You know, today the specialists are involved in the marketplace as principals only about 10% of the time. The specialists are very supportive of the Hybrid market because they know if we're going to trade five or six billion shares a day, we have to automate what's going on right at the point of sale.
We have 2,780 companies that trade here. There are probably a few hundred of those whose stocks are very liquid and who could trade well in a more electronic way most of the time. But that leaves 2,400 companies that wouldn't trade very well in a purely electronic market because they're not liquid enough.
What are the big challenges for this year?
Getting the Archipelago deal closed and integrating it, getting Hybrid implemented, and we're well along that path. And the third has to do with our strategy.
[With Archipelago] we become a for-profit, public company, and we have a much broader mix of products than we had just by ourselves -- options, a position in the over-the-counter market, a platform that's particularly good for exchange-traded funds, which is a big growing product area.
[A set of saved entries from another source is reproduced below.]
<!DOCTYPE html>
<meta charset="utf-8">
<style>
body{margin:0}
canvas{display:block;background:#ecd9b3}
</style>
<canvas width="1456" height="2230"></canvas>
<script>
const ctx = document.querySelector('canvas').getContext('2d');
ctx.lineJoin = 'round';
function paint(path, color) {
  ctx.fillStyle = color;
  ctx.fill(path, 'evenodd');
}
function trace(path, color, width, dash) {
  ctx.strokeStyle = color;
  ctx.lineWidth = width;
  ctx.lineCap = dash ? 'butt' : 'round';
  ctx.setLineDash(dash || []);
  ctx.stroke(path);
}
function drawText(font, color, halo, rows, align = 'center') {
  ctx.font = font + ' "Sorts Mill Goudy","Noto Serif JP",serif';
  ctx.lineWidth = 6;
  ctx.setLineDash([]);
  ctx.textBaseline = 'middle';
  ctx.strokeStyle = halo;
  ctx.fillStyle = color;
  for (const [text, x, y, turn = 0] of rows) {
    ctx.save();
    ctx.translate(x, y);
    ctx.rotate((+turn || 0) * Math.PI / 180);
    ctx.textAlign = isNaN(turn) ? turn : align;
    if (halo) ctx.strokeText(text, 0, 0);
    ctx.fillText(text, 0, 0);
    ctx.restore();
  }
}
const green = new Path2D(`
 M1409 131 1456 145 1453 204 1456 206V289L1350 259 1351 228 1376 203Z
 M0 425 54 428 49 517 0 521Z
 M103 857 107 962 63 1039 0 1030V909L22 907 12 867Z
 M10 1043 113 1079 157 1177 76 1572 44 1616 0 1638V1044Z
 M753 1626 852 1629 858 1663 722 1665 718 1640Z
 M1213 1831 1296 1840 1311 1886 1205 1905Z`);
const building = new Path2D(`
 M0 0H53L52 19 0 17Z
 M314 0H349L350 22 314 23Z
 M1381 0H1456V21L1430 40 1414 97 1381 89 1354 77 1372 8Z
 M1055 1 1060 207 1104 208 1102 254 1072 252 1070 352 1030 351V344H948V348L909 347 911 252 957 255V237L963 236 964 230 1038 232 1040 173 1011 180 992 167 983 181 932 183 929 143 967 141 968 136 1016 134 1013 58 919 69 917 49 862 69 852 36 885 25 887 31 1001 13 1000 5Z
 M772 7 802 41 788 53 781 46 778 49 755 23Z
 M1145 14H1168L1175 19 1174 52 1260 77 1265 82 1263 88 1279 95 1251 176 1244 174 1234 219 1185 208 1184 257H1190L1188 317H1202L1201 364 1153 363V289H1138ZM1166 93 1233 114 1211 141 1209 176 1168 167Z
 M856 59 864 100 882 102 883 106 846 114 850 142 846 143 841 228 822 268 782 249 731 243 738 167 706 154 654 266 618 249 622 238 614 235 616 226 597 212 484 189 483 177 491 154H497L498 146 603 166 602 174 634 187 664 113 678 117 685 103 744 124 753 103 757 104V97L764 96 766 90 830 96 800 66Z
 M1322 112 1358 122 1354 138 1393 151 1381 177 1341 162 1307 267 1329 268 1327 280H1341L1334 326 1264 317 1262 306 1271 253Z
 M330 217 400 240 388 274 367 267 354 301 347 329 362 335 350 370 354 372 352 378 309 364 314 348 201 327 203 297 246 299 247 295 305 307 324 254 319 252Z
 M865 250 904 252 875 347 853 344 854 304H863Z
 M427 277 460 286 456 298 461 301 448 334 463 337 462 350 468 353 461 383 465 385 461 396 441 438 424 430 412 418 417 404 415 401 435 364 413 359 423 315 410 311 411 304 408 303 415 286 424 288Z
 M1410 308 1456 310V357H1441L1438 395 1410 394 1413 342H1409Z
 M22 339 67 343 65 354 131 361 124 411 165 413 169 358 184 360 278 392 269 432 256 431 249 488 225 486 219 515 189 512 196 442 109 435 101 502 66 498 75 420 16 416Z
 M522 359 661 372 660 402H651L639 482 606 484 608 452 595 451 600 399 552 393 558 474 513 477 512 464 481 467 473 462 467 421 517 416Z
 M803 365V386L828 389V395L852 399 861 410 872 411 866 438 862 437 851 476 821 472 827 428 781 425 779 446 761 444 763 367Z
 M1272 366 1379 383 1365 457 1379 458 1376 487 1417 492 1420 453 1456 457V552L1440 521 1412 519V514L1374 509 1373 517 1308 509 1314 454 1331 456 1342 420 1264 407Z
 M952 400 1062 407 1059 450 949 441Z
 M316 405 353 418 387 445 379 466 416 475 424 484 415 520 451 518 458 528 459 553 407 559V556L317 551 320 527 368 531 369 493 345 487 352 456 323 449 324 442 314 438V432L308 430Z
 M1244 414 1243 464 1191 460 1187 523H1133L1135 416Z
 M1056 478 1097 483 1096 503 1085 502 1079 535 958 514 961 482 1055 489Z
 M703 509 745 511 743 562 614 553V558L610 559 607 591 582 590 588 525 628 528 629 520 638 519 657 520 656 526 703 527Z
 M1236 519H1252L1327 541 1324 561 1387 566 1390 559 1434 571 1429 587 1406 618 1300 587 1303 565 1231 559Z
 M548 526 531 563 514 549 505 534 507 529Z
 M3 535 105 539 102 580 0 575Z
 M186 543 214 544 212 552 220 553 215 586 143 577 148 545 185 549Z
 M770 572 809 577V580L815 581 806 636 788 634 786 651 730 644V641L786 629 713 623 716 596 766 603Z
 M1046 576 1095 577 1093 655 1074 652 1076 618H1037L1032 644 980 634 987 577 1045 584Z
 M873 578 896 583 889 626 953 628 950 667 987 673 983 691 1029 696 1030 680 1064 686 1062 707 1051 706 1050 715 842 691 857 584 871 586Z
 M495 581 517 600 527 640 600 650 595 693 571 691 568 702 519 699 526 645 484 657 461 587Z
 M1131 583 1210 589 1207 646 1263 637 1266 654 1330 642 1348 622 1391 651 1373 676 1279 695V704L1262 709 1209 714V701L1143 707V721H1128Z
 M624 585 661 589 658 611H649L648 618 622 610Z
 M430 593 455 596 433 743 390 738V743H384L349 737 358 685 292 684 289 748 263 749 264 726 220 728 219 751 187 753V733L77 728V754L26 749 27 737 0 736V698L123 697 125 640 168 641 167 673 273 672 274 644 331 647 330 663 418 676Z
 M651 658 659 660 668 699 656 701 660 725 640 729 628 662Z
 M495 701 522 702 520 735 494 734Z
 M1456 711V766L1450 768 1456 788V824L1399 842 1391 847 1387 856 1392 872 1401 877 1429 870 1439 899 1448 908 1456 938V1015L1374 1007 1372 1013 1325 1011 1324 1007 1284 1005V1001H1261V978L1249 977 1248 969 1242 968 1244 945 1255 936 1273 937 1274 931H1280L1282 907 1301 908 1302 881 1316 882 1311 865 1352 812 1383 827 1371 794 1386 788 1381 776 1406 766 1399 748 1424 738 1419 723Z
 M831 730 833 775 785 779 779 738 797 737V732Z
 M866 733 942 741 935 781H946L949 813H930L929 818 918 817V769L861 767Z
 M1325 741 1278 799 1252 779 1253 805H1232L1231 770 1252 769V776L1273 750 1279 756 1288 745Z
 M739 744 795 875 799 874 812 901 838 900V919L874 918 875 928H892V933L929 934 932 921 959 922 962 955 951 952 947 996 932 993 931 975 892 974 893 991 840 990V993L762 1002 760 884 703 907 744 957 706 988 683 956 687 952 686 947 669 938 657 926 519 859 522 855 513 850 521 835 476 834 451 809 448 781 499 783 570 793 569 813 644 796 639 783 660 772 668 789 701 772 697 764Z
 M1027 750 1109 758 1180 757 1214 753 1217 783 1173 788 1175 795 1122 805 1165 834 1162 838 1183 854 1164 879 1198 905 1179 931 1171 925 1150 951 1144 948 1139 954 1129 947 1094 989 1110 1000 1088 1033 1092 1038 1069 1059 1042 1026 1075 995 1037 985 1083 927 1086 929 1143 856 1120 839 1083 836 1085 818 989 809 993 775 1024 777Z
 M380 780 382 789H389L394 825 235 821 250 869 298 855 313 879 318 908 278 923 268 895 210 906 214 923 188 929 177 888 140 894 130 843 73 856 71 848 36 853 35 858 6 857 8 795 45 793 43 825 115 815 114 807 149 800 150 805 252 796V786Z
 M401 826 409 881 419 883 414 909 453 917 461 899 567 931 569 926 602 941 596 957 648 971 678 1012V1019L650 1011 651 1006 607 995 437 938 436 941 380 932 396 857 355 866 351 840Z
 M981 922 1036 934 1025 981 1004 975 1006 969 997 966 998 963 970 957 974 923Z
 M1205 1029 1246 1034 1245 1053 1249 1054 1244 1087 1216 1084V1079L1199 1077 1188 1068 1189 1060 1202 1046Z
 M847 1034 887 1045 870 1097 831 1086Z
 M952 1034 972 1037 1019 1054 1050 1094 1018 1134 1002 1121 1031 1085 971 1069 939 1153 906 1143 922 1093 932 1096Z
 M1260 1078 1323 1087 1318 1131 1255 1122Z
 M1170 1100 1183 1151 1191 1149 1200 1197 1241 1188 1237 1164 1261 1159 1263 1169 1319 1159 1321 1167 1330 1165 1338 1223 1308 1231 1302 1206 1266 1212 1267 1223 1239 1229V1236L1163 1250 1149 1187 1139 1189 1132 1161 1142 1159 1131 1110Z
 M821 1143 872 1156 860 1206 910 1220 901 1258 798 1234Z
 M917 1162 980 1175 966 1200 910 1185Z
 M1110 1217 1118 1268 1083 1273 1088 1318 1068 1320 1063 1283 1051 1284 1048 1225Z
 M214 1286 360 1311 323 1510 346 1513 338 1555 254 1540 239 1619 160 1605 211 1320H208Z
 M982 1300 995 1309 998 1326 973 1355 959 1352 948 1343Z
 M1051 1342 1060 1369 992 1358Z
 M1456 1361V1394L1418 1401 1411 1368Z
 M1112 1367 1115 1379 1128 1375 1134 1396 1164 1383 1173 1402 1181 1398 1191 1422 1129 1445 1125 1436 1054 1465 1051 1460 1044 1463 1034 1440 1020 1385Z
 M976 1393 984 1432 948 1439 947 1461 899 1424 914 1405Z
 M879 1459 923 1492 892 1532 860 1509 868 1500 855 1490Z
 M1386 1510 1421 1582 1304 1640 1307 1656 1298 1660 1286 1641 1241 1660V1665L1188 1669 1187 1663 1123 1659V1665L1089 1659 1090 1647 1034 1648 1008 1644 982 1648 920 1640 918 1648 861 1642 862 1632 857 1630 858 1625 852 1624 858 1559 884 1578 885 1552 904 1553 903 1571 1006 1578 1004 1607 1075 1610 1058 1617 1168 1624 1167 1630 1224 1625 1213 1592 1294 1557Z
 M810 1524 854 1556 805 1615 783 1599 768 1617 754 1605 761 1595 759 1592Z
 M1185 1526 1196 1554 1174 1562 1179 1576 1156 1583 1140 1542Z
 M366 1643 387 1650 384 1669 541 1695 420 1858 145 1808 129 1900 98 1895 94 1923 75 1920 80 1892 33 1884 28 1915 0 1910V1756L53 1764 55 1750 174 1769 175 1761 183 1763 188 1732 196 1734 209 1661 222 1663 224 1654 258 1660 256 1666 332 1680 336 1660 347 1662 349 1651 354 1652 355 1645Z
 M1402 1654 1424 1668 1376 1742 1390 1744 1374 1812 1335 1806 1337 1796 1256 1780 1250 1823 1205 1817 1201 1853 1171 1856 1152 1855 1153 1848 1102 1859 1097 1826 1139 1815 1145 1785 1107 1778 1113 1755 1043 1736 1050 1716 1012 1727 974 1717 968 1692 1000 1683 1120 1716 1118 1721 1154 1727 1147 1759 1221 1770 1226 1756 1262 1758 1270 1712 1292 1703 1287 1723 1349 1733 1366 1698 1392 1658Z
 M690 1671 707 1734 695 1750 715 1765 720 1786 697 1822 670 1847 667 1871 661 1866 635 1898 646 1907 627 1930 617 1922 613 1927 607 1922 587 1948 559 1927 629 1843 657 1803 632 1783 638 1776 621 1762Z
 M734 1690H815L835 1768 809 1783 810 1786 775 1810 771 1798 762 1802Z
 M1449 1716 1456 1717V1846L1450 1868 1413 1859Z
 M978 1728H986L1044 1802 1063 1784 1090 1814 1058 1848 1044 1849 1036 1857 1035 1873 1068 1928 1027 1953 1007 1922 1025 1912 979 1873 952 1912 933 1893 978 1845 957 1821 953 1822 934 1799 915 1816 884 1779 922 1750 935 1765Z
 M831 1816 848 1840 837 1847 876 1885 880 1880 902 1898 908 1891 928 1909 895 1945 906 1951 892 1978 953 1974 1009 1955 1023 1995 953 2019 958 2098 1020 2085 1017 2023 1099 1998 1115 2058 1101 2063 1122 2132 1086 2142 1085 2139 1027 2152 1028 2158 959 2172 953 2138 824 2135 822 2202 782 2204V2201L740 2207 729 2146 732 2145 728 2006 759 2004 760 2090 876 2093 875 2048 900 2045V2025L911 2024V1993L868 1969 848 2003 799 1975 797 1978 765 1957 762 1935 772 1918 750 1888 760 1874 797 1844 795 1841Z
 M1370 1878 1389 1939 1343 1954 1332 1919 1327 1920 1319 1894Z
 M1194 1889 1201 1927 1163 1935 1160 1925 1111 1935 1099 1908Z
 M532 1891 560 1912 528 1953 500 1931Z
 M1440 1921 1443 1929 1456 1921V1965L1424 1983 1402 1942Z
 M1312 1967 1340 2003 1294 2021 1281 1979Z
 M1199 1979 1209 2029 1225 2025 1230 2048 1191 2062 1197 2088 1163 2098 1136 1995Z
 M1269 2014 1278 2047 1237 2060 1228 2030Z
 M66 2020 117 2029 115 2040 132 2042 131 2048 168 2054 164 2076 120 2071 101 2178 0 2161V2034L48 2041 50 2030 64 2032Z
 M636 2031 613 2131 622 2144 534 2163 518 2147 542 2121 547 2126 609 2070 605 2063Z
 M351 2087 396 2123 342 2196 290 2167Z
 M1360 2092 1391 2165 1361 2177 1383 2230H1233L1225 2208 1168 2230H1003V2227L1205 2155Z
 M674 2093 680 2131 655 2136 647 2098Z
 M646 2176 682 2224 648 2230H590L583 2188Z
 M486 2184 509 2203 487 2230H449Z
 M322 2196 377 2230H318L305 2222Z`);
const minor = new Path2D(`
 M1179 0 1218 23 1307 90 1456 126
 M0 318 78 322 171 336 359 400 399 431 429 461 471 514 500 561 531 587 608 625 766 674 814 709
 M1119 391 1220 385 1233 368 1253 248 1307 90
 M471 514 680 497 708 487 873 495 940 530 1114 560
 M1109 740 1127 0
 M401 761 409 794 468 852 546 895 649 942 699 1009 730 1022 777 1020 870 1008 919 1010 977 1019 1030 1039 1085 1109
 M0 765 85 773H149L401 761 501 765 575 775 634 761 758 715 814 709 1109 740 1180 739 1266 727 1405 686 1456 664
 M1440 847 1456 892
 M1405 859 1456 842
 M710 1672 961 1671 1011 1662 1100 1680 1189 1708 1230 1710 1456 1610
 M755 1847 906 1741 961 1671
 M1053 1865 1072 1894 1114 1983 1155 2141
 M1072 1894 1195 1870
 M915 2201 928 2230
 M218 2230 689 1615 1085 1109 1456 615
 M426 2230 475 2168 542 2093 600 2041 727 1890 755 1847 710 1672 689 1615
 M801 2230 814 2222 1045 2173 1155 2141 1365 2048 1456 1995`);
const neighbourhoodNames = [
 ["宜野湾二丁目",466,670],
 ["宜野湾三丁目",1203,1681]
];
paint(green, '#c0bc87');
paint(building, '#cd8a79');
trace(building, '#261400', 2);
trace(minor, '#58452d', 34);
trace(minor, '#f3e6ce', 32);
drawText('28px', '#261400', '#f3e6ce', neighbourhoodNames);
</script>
It's a platform that we're going to use to develop a fixed-income trading business.
And it's the ability to develop a second listing brand to broaden our list of companies. Our listing standards will not be as low as Nasdaq's, but we're going to target companies that will list on Archipelago and then as they grow we'll move them to the NYSE. We'll be positioned to compete in the global consolidation that's going on in the exchange space.
Do you intend to push the regulators to get the SEC and the CFTC [Commodity Futures Trading Commission] together?
The markets would naturally want to see linkages between cash and futures. The regulatory separation that exists in the U.S., which is different than say in Europe, creates an artificial separation. Before we can really see the consolidation between those marketplaces we have to deal with that artificial separation. I wouldn't say that this is a one-year fix.
How about Europe?
The three big European exchanges -- Deutsche Borse, the London Stock Exchange, and Euronext -- have all been eyeing each other. There are certainly possibilities of consolidation among the three. If one of those combinations occurs, that really leaves the third one out in the cold.
I do think there are synergies between the U.S. and Europe. I do think there will be consolidations between the U.S. and Europe. And we want to make sure we're well-positioned to be a leader in that consolidation.